Items listed in a dataset:
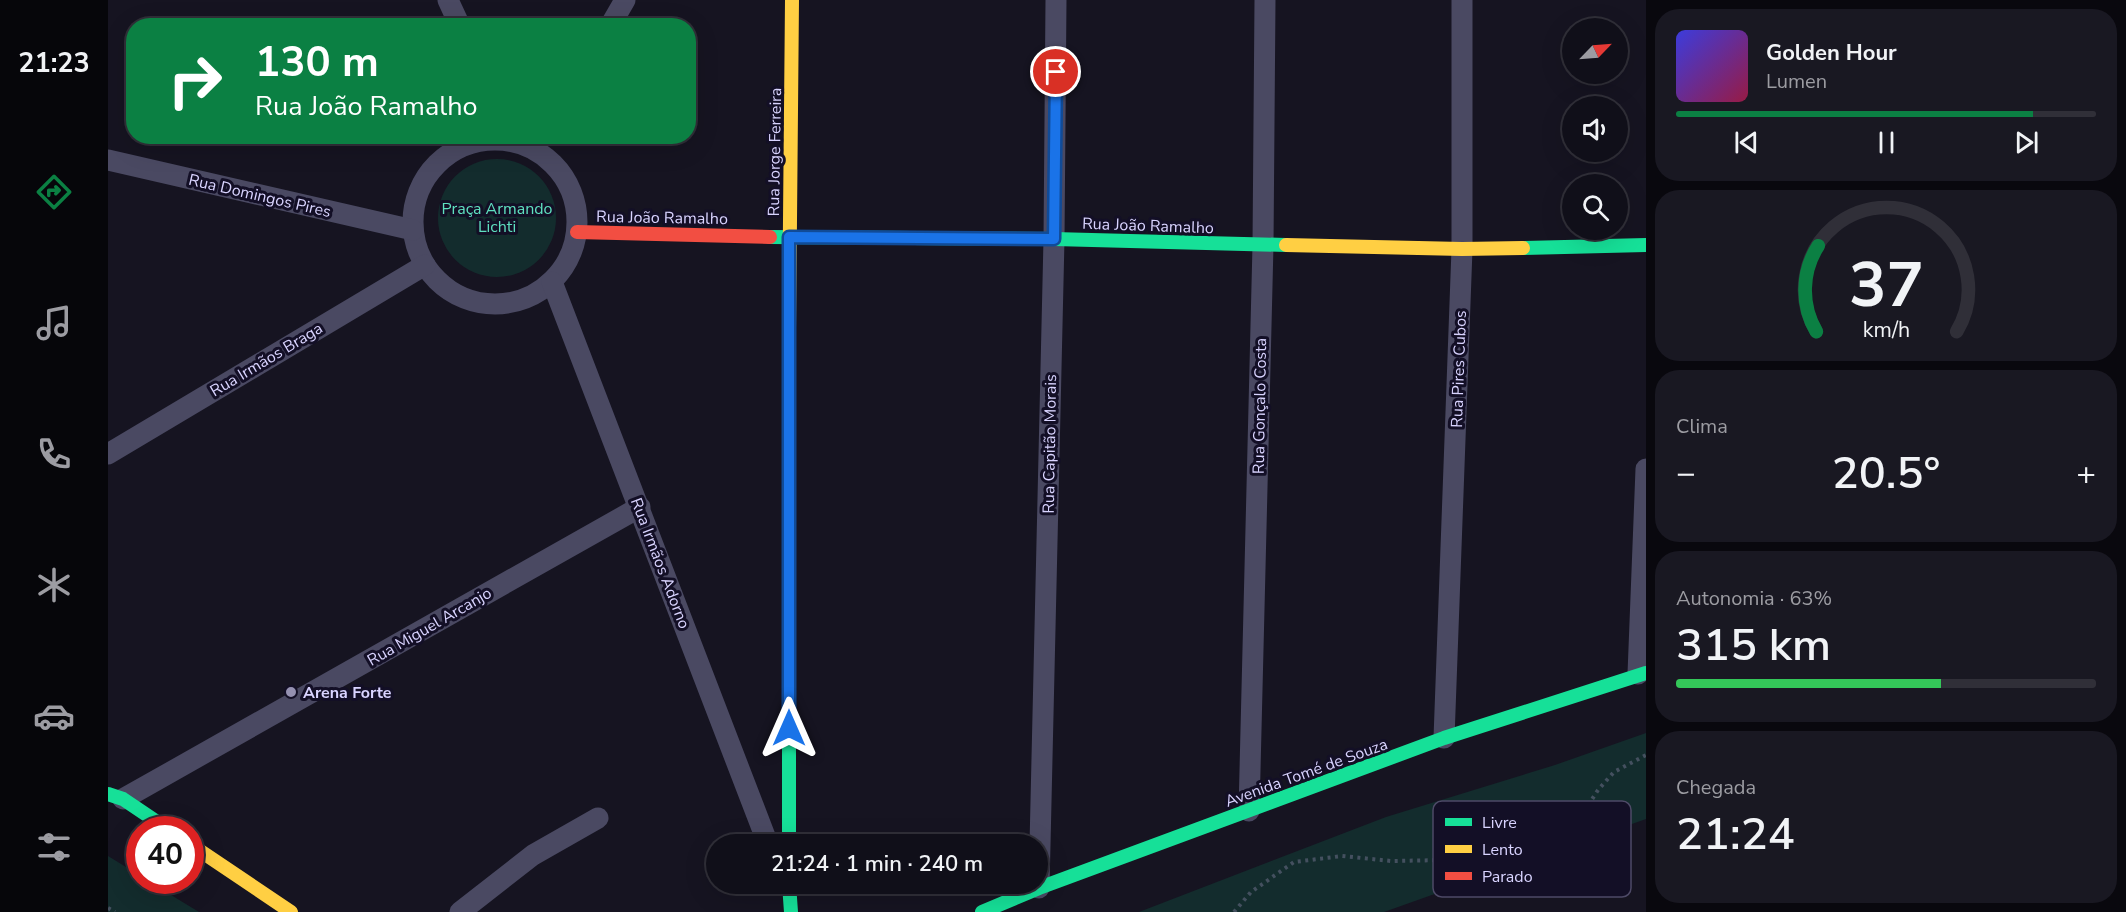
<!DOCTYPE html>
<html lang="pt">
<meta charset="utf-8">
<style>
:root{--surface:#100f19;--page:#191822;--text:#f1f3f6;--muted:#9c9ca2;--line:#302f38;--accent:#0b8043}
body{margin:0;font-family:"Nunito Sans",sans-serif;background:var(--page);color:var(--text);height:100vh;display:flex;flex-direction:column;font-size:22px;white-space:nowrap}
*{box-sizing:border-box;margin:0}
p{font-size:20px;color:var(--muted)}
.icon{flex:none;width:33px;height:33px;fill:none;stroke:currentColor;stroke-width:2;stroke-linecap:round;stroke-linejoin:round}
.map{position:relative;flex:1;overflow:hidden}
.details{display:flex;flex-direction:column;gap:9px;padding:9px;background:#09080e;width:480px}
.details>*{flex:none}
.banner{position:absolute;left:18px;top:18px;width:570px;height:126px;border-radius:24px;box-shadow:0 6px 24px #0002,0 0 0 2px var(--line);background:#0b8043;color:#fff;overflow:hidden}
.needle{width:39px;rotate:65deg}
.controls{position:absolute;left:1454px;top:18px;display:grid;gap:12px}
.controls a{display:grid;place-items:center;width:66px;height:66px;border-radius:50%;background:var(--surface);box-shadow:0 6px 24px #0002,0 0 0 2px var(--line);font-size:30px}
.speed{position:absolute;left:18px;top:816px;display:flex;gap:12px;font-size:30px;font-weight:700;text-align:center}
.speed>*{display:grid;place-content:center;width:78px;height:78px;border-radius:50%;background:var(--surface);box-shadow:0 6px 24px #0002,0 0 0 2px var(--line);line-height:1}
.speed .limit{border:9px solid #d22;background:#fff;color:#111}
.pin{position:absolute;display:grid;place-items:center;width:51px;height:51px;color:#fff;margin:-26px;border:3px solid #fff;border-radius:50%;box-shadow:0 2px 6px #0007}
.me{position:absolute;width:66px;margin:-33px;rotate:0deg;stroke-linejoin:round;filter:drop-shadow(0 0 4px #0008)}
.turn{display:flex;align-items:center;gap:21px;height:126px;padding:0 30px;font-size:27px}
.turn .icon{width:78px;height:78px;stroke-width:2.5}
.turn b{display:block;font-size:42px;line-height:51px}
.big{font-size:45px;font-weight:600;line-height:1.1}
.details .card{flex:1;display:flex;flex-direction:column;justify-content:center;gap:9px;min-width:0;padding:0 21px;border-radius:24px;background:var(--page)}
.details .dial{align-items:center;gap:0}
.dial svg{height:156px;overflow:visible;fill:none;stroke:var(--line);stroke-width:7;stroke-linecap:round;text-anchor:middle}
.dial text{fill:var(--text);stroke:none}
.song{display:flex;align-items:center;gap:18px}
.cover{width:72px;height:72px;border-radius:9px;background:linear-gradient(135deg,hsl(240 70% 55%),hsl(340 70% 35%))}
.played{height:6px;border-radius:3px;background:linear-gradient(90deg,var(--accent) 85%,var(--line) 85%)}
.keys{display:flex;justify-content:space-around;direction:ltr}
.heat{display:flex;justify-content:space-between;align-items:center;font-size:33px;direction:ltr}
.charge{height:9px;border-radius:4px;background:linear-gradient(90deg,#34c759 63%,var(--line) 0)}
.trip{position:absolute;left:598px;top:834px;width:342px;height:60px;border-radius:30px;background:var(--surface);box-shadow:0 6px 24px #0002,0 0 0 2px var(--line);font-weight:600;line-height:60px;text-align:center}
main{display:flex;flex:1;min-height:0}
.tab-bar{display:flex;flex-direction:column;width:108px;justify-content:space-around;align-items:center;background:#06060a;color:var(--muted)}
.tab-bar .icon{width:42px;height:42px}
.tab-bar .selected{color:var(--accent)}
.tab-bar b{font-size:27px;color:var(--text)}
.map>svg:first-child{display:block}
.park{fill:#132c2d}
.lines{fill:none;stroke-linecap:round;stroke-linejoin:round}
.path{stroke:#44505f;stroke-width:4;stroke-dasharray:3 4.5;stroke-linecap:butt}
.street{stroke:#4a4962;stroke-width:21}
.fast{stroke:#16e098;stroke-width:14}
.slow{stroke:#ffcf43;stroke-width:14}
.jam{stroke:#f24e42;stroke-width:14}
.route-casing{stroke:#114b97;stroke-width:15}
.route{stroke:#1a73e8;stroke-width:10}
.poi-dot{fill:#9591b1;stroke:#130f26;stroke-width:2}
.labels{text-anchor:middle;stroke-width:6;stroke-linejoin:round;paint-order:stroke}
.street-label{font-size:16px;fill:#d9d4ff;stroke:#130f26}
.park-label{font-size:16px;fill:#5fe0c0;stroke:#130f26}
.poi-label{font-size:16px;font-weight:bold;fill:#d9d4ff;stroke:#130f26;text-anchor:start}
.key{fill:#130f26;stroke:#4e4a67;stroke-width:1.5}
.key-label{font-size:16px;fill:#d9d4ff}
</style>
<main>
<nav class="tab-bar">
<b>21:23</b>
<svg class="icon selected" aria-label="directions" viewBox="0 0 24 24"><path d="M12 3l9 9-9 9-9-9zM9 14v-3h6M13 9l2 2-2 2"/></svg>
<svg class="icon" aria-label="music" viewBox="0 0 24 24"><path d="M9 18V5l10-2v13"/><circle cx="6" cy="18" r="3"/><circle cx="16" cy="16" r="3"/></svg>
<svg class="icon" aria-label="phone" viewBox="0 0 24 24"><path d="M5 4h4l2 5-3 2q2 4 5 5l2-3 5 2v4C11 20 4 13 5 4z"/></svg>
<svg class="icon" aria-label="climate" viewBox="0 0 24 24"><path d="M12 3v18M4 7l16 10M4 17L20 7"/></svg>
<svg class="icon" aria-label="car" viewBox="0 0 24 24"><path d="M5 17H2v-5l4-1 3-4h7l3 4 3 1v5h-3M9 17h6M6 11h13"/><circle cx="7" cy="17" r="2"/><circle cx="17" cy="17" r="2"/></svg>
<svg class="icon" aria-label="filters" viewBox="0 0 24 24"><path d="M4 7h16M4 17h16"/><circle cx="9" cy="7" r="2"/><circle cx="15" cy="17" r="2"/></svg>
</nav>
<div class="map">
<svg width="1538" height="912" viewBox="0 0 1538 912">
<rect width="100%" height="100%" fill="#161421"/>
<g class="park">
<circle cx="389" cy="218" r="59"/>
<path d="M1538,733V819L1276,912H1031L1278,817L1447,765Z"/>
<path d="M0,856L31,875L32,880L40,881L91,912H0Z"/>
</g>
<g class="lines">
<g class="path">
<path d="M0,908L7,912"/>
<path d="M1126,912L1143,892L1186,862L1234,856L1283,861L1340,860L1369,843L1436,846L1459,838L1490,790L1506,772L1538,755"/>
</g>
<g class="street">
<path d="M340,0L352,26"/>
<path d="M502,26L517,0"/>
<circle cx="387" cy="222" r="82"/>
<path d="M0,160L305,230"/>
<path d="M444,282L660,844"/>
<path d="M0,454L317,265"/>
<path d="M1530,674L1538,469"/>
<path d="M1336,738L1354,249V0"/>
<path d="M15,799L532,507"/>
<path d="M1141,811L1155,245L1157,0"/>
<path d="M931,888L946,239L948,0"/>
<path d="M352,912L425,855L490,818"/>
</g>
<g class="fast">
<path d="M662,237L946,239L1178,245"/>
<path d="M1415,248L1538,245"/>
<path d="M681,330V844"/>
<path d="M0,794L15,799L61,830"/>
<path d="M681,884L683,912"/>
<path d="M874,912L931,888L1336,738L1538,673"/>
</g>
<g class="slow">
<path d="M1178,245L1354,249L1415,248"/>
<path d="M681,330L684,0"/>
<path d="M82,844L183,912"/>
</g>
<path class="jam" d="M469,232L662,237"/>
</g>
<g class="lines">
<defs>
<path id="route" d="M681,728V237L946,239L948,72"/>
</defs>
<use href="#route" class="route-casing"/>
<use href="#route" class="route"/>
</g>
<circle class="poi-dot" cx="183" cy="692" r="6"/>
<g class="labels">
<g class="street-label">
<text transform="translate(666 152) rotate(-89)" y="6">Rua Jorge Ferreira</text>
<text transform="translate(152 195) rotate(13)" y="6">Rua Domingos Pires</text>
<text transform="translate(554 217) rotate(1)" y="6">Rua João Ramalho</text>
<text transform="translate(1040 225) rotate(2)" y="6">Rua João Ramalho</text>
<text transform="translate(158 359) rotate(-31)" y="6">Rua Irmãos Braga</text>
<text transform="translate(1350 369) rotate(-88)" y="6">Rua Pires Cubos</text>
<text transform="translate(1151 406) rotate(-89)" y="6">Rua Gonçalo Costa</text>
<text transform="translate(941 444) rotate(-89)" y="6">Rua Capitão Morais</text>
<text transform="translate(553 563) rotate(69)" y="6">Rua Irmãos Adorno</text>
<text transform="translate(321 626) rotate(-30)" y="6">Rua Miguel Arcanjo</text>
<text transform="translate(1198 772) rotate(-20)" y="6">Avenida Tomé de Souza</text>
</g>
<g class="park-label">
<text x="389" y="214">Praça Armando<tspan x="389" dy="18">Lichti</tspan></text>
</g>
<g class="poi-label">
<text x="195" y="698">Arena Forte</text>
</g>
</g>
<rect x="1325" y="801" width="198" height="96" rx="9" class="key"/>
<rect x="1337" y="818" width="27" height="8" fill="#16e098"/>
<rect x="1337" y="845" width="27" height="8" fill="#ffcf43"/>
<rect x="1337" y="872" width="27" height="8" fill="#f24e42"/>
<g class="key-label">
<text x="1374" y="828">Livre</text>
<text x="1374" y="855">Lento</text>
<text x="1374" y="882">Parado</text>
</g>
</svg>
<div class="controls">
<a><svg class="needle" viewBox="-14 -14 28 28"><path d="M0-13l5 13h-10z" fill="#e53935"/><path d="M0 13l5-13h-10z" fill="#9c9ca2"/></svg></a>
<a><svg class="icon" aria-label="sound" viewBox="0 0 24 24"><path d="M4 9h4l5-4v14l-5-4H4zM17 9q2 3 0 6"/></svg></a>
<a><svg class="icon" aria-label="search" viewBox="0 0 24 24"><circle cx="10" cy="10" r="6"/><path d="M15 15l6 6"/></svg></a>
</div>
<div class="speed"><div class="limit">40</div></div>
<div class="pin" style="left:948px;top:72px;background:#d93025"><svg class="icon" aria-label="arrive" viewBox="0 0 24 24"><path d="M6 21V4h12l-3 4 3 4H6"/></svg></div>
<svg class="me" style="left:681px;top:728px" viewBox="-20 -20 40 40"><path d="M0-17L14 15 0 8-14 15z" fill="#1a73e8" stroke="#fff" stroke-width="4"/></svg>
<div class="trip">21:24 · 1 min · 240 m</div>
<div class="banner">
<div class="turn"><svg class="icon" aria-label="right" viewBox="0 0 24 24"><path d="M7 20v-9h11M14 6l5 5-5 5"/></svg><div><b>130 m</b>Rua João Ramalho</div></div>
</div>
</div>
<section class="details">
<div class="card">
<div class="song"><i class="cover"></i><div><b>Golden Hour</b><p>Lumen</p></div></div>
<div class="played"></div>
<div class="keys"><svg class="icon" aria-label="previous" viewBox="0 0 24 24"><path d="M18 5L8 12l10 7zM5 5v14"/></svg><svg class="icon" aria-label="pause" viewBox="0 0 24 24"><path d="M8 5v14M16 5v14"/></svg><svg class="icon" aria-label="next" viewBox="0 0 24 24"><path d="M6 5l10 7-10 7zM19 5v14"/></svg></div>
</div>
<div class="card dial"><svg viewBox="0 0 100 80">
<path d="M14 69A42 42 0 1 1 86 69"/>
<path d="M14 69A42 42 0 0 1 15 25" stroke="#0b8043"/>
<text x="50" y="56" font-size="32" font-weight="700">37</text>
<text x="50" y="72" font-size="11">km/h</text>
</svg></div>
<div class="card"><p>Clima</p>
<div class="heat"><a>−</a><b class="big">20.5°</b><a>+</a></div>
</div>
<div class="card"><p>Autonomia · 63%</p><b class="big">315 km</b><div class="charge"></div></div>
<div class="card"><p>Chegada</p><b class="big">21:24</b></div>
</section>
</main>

**What to work on:** Tally the lines above that include the word "place"; answer with the total only.

**Response to this task:** 3